Since the British voters decided the UK should leave the EU significant uncertainties have been preventing both businesses and individuals from making long term plans. Indeed, trying to understand the withdrawal procedure, the transitional arrangements and to identify the players involved in the future withdrawal negotiations is like struggling to solve an equation with multiple unknowns.
A lot seems to have happened since the referendum, especially in the UK political landscape. Yet the withdrawal process has not advanced a single inch.
Currently, the European Council is waiting for a notification of withdrawal from the UK (Article 50 Treaty of Lisbon). When resigning, David Cameron stated that he would leave this responsibility to his successor. Therefore, presumably, no notification can be expected before September 2016, at the earliest. On the one hand, despite the visible impatience of some EU leaders, it is possible that the German federal and the French Presidential elections could delay the beginning of the Brexit talks until 2017. On the other hand, UK domestic issues might also postpone the notification date, as the role of the UK Parliament in the process is not clear yet either.
The message from the continent has been clear and consistent: no informal talks or negotiations will take place before the UK notifies its intention to withdraw from the EU. So, while the UK is figuring out who should trigger Article 50 and when the EU also needs to decide who will be sitting at the negotiation table on its behalf. The withdrawal procedure does not establish whether it should be the European Commission or the Council representing the EU. In the meantime, Didier Seeuws – chief of staff of the former European Council President Herman Van Rompuy – was appointed to run the so-called ‘Brexit task force’ which is a special Council committee. However, the European Commission, most specifically President Jean-Claude Juncker and his Cabinet, will unquestionably also have a decisive role to play in the talks.
The official declarations of both UK and EU officials are starting to reveal their future negotiation positions. A key issue in the debates is and will be the status of EEA nationals already residing in the UK and vice versa, as well as the post-Brexit free movement of citizens regime.
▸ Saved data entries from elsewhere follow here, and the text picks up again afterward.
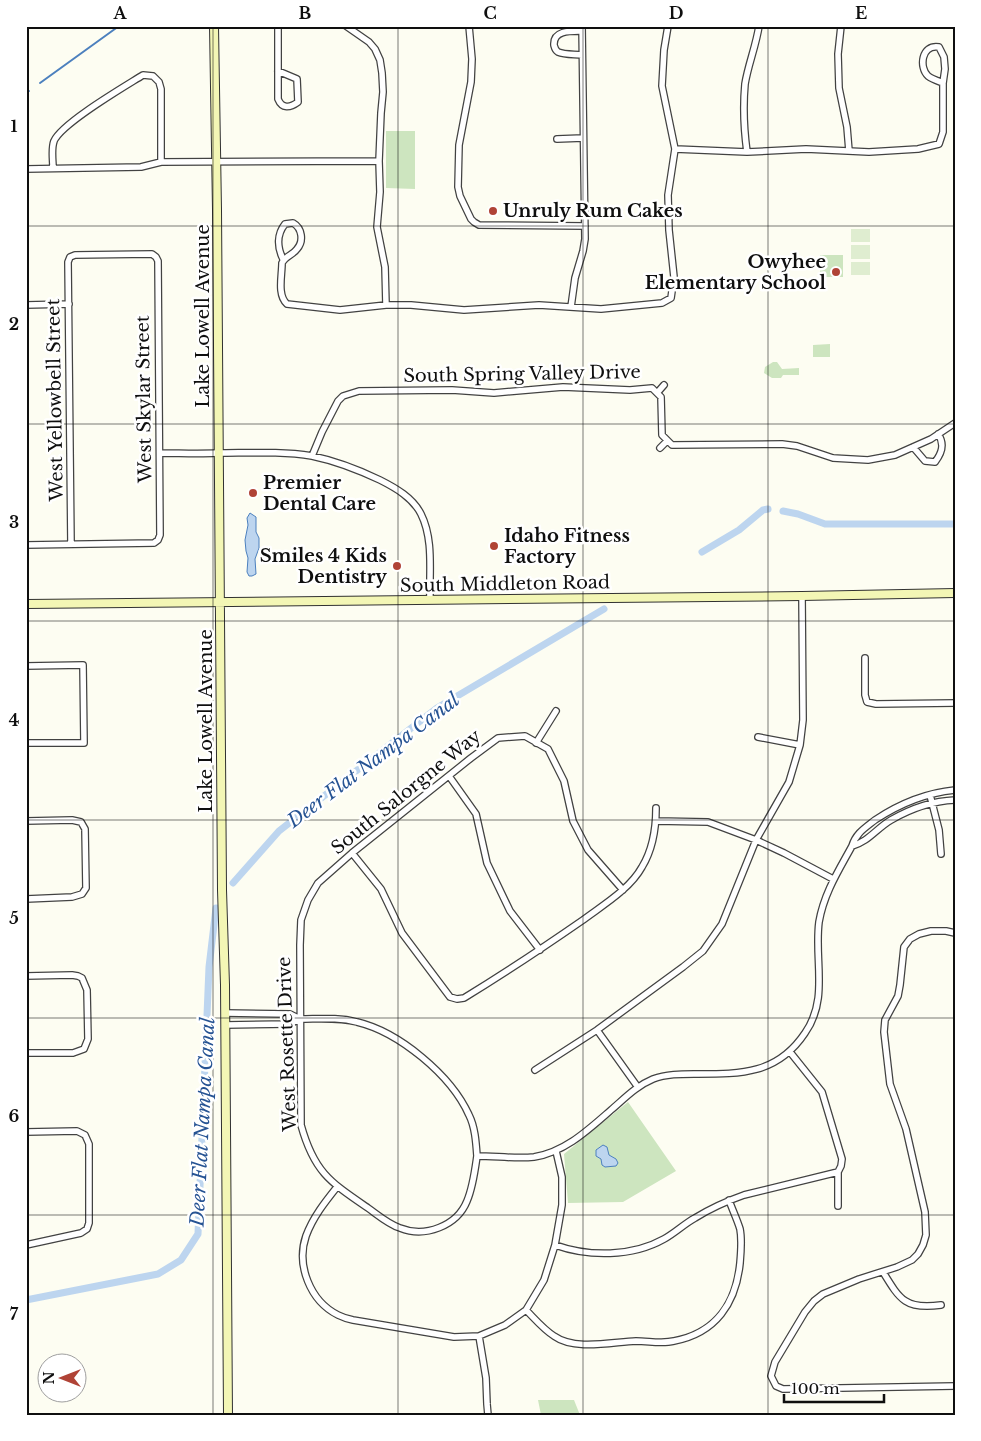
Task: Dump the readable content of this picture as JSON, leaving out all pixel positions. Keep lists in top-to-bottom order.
{
  "streets": {
    "main road": ["Lake Lowell Avenue", "South Middleton Road"],
    "street": [
      "South Spring Valley Drive",
      "West Skylar Street",
      "West Yellowbell Street",
      "South Salorgne Way",
      "West Rosette Drive"
    ]
  },
  "crossings": [
    ["Lake Lowell Avenue", "South Middleton Road"],
    ["West Skylar Street", "West Yellowbell Street"],
    ["South Salorgne Way", "West Rosette Drive"]
  ],
  "water": ["Deer Flat Nampa Canal"],
  "places": [
    "Unruly Rum Cakes",
    "Owyhee Elementary School",
    "Premier Dental Care",
    "Idaho Fitness Factory",
    "Smiles 4 Kids Dentistry"
  ],
  "scale_bar": "100 m",
  "north": "left",
  "grid": {
    "columns": [
      "A",
      "B",
      "C",
      "D",
      "E"
    ],
    "rows": [
      "1",
      "2",
      "3",
      "4",
      "5",
      "6",
      "7"
    ]
  }
}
James Brokenshire, Minister for Immigration at the Home Office, declared in front of the House of Commons that, in the short term, there would be no consequences for these citizens: ‘We do have the certainty of knowing that there will be no immediate change, so people should not be fearful’. According to his statements, in the longer term the UK government will seek to ‘make sure that EU nationals who are already here can stay in Britain, but we also […] need to guarantee the rights of British nationals living in EU member states’.
Most certainly reciprocal arrangements will also be negotiated by EU leaders. Nevertheless, both the President of the Commission, Jean-Claude Juncker and the President of the European Council, Donald Tusk, have continuously stressed that if the UK wants to maintain free access to the internal market, it must respect the four freedoms, including the free movement of citizens.
The message coming from Brussels is that there is very little room for manoeuvre for the UK government to negotiate a change in the free movement regime. However, we have seen that the only thing certain about Brexit is that there is so much uncertainty. Free movement remains a topic of much debate and Fragomen is closely monitoring the UK withdrawal process.